WHAT YOU NEED TO DO => Your answer should be the records, copied exactly, with the pictures removed.

DATASET RECORDS =>
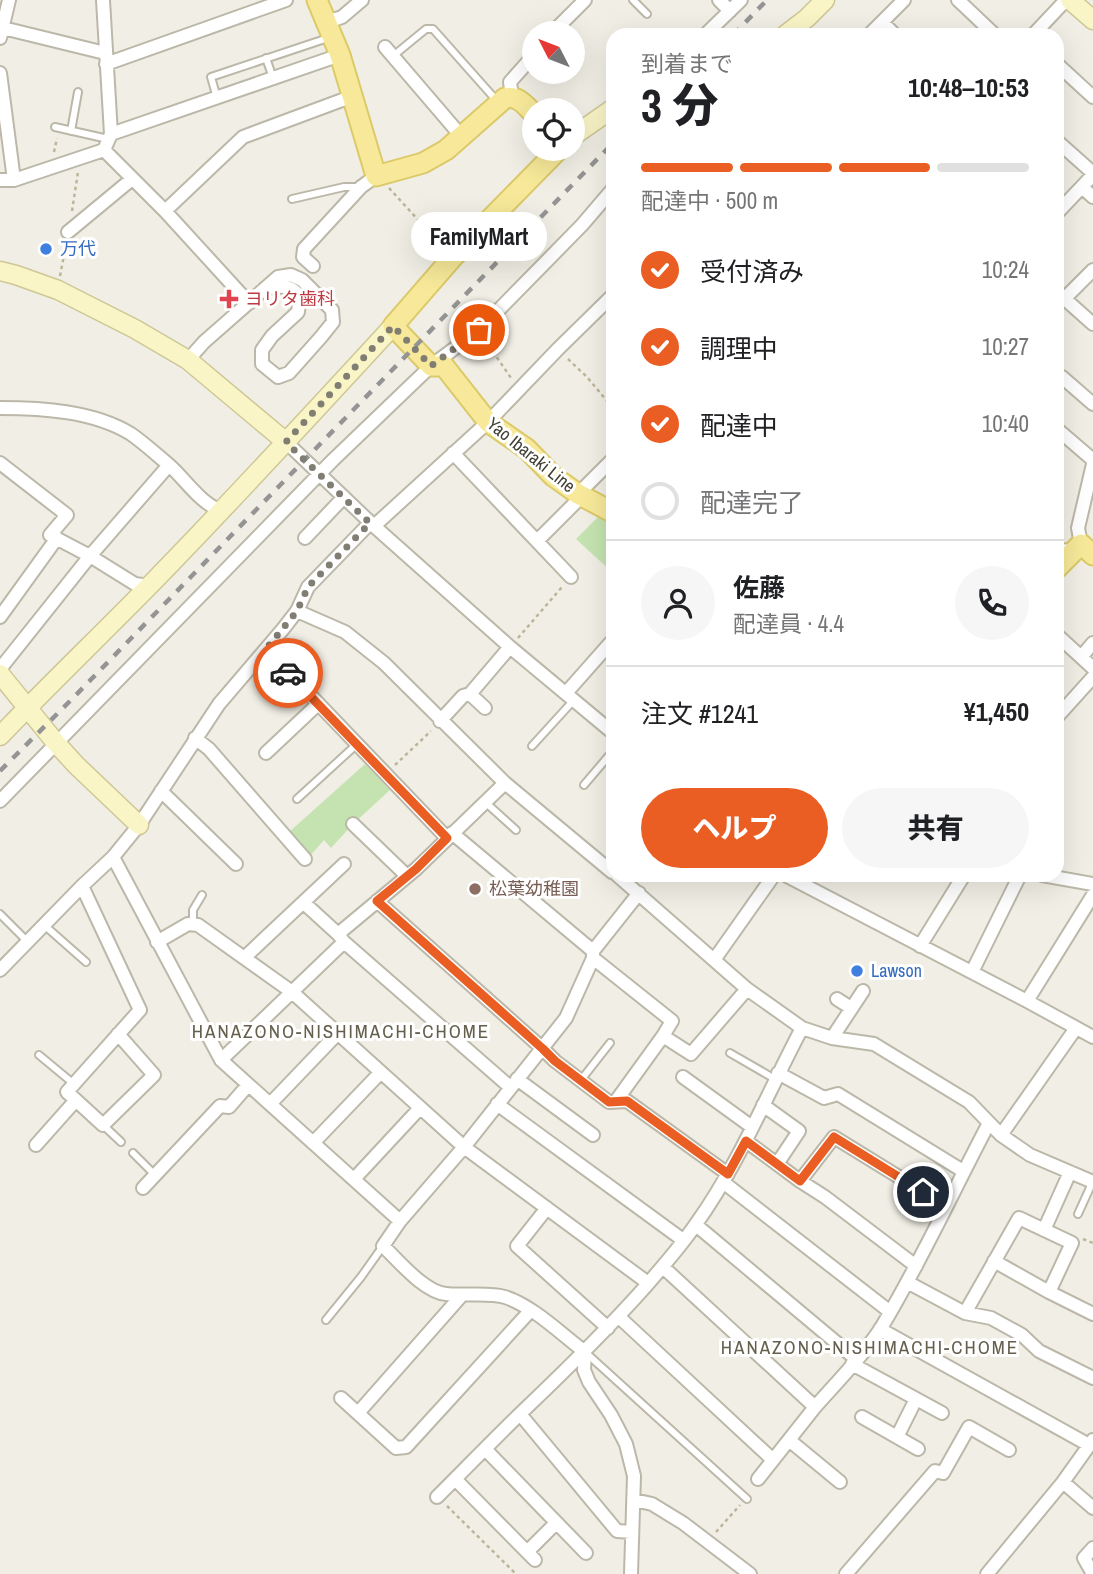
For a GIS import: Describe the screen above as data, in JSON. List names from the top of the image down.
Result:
{
  "streets": {
    "main road": ["Yao Ibaraki Line"]
  },
  "districts": ["HANAZONO-NISHIMACHI-CHOME", "HANAZONO-NISHIMACHI-CHOME"],
  "places": {
    "other": [
      "万代",
      "FamilyMart",
      "松葉幼稚園",
      "Lawson"
    ],
    "health": ["ヨリタ歯科"]
  },
  "north": "top left",
  "page": {
    "heading": ["3 分", "到着まで", "10:48–10:53"],
    "panel": [
      "佐藤",
      "配達員 · 4.4",
      "注文 #1241",
      "¥1,450"
    ],
    "bar": "配達中 · 500 m",
    "bubble": "FamilyMart",
    "list": [
      ["受付済み", "10:24"],
      ["調理中", "10:27"],
      ["配達中", "10:40"],
      "配達完了"
    ],
    "buttons": ["ヘルプ", "共有"]
  }
}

ANSWER TO THIS PROBLEM =>
For a GIS import: Describe the screen above as data, in JSON. List names from the top of the image down.
Result:
{
  "streets": {
    "main road": ["Yao Ibaraki Line"]
  },
  "districts": ["HANAZONO-NISHIMACHI-CHOME", "HANAZONO-NISHIMACHI-CHOME"],
  "places": {
    "other": [
      "万代",
      "FamilyMart",
      "松葉幼稚園",
      "Lawson"
    ],
    "health": ["ヨリタ歯科"]
  },
  "north": "top left",
  "page": {
    "heading": ["3 分", "到着まで", "10:48–10:53"],
    "panel": [
      "佐藤",
      "配達員 · 4.4",
      "注文 #1241",
      "¥1,450"
    ],
    "bar": "配達中 · 500 m",
    "bubble": "FamilyMart",
    "list": [
      ["受付済み", "10:24"],
      ["調理中", "10:27"],
      ["配達中", "10:40"],
      "配達完了"
    ],
    "buttons": ["ヘルプ", "共有"]
  }
}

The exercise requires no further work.